● BRIEF
Look through the records below and collect all lines that hold the string "stream".

Stored data
—————

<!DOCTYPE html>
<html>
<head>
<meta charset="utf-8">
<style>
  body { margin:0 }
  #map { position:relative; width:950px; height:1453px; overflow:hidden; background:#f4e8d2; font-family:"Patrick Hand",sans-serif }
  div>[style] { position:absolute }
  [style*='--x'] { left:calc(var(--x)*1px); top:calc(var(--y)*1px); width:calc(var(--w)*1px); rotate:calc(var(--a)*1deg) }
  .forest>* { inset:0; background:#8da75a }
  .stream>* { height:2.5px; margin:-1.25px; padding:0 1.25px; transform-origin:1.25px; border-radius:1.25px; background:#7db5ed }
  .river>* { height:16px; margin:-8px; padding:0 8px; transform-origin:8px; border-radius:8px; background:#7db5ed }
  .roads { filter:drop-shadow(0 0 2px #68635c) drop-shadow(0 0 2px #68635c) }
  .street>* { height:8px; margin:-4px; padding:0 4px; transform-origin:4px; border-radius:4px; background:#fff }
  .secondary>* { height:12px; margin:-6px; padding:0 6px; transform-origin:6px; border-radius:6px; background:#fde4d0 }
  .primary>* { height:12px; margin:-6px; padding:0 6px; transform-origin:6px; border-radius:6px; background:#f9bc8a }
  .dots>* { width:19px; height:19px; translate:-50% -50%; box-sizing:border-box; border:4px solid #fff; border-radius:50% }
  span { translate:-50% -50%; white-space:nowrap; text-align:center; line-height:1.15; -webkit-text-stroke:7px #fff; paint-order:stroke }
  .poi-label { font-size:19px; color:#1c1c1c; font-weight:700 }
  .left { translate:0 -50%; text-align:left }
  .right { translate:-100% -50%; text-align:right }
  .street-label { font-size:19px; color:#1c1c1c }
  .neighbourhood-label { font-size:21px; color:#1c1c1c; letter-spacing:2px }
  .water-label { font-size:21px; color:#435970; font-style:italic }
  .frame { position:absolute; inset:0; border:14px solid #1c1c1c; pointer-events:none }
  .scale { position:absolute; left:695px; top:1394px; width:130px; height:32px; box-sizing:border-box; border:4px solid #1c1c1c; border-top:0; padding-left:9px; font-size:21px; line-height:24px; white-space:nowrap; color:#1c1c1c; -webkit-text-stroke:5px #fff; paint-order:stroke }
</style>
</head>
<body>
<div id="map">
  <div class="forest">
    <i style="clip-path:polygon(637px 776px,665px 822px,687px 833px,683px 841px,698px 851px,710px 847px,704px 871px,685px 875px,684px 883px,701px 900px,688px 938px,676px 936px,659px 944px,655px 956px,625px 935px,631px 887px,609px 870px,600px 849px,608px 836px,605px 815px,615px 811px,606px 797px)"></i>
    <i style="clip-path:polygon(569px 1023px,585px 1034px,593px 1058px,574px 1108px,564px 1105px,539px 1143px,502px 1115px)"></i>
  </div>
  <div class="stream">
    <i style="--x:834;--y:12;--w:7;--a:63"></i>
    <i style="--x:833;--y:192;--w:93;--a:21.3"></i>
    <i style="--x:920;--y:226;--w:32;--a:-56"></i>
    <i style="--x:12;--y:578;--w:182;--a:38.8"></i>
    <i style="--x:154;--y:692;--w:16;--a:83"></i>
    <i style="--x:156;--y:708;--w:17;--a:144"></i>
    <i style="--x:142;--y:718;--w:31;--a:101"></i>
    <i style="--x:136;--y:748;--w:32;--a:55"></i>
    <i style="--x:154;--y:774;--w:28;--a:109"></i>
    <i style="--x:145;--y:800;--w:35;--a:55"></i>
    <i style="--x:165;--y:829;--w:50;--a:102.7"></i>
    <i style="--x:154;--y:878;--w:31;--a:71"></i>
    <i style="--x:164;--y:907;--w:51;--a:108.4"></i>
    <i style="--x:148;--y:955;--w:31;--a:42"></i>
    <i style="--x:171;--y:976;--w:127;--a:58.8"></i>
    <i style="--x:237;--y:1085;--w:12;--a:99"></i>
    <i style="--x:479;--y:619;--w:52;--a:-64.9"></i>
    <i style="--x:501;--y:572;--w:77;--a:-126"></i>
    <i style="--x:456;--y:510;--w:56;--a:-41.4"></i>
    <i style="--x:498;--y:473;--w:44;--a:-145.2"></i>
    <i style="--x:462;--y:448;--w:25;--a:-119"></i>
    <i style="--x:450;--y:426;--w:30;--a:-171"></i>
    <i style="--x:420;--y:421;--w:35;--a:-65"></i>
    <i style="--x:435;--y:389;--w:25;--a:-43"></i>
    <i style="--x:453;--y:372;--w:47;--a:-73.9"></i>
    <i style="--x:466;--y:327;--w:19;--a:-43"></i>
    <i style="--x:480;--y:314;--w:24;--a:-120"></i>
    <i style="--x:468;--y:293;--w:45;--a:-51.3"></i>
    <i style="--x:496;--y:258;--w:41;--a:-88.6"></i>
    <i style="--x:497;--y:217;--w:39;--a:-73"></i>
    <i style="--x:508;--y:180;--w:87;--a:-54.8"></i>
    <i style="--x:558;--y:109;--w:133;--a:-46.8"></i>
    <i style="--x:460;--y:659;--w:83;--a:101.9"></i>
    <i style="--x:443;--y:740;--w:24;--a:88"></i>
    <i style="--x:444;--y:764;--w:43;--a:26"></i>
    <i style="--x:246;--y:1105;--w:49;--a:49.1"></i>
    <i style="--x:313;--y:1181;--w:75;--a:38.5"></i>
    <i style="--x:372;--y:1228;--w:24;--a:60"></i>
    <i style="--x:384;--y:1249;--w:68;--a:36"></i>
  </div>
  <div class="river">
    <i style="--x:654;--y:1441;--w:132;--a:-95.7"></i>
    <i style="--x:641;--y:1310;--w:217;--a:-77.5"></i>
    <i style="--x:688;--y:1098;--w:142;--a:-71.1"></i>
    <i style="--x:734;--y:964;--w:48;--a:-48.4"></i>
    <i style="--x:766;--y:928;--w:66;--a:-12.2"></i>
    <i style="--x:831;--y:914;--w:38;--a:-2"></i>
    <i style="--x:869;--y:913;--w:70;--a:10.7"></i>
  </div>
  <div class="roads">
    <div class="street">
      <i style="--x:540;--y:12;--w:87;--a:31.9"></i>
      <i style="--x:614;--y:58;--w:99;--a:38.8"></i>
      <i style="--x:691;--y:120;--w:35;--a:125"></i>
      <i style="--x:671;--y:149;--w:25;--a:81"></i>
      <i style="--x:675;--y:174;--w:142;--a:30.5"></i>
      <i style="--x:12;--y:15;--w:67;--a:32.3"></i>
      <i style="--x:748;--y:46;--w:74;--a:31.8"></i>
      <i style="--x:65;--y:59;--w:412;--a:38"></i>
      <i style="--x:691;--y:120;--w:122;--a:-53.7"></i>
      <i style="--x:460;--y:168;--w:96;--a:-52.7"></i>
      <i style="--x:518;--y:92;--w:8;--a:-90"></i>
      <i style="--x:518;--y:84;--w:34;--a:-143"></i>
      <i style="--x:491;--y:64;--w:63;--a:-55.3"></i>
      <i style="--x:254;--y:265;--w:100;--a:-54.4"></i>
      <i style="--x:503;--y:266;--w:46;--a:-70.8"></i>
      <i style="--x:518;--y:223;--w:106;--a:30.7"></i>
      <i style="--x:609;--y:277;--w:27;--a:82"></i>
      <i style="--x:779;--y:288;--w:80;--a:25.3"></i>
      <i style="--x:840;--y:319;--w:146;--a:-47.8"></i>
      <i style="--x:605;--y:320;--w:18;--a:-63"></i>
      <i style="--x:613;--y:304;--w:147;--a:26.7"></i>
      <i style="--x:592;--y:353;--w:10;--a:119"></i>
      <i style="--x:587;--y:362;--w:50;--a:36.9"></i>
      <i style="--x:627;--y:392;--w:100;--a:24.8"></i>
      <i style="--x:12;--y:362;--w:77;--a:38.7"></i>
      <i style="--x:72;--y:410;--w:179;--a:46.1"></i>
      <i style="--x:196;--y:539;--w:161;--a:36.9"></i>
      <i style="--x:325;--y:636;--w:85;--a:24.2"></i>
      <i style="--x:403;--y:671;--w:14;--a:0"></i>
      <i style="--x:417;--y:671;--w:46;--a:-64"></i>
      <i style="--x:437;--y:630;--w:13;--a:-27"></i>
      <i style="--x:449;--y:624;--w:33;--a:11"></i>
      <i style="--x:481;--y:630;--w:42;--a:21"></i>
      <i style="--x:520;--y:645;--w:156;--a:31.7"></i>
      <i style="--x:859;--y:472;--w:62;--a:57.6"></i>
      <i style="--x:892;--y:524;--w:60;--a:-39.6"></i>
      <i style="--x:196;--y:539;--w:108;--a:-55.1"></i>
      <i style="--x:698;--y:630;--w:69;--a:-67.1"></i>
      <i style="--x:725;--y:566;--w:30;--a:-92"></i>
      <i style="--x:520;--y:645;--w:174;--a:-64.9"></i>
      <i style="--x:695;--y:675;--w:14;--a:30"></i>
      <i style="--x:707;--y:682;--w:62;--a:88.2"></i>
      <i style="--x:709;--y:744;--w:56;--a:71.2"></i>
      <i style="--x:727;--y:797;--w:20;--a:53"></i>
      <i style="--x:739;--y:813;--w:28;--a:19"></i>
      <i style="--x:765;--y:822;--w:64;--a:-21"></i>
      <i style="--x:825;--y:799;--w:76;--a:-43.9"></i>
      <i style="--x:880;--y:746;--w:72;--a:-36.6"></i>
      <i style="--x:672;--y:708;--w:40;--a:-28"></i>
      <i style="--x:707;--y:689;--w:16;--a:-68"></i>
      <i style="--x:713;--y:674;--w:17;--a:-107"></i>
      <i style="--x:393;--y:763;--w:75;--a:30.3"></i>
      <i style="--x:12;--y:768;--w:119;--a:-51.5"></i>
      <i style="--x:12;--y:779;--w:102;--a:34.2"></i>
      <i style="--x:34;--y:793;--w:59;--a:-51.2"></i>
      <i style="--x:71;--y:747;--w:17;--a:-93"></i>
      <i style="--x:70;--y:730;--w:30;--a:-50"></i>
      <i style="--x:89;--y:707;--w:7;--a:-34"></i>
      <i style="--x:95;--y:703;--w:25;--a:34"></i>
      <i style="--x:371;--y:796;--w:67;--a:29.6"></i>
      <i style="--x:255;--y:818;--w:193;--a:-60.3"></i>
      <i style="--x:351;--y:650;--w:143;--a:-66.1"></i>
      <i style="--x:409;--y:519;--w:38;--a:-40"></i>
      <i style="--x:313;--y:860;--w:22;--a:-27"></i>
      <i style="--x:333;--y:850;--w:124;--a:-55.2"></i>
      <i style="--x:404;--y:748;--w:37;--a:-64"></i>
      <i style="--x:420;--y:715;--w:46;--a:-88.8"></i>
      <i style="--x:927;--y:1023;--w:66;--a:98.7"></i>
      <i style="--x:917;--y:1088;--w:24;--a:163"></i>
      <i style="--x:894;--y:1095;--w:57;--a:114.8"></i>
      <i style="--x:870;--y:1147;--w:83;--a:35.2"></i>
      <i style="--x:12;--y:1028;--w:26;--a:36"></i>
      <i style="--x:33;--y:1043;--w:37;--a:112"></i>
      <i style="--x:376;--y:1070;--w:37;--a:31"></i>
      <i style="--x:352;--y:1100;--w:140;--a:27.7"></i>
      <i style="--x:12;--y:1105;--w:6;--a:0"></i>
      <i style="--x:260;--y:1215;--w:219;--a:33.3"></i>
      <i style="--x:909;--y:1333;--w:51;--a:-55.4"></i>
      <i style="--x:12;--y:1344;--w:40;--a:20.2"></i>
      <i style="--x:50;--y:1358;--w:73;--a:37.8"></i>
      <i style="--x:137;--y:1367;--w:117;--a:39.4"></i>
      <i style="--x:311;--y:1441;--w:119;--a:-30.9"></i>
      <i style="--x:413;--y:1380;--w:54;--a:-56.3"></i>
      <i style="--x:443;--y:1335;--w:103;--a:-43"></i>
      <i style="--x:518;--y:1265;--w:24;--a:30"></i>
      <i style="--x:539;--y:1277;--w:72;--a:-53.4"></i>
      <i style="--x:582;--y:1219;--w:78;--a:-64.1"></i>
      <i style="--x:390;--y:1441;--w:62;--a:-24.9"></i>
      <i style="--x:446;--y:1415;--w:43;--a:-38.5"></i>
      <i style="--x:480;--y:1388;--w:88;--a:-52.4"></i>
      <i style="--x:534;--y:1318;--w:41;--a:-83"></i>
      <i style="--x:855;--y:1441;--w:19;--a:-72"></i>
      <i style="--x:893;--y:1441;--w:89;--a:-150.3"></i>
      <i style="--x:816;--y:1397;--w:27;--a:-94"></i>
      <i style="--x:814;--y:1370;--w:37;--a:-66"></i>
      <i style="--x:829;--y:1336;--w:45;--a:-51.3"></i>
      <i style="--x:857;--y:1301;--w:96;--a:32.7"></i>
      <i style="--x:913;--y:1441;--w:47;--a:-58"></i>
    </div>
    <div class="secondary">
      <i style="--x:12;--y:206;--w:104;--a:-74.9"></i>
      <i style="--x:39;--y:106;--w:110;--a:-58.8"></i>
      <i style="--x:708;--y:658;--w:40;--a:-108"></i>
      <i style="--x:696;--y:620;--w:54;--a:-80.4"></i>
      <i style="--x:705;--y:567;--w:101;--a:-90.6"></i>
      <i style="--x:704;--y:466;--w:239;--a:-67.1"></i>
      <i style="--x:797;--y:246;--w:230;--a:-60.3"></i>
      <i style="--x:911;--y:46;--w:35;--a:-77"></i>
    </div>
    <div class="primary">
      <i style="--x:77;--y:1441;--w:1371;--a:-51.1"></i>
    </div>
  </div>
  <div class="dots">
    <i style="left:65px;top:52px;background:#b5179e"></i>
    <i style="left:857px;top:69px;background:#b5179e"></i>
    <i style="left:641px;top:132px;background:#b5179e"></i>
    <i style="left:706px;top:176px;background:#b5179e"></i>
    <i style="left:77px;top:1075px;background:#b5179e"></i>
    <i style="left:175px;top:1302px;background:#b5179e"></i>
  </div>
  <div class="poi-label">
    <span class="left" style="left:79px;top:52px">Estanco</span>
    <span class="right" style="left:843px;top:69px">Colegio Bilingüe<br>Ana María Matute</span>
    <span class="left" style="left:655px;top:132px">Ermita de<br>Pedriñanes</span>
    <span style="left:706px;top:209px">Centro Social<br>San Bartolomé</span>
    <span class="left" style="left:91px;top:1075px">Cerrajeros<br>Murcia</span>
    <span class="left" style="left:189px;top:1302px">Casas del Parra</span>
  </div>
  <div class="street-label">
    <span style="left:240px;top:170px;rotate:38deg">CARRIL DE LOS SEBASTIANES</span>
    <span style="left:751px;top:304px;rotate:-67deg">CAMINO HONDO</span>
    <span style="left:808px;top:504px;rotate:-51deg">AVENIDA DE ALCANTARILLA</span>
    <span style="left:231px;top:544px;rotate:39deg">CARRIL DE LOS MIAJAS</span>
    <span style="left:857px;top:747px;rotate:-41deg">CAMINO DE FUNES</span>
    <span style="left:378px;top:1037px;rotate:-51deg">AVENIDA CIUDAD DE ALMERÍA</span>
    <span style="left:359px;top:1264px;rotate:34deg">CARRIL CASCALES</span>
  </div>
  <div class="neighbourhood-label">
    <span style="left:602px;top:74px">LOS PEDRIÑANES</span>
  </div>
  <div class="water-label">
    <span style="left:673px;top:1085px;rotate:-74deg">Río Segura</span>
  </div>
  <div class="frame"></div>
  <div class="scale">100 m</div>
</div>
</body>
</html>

—————

● REPLY TO THE TASK
  .stream>* { height:2.5px; margin:-1.25px; padding:0 1.25px; transform-origin:1.25px; border-radius:1.25px; background:#7db5ed }
  <div class="stream">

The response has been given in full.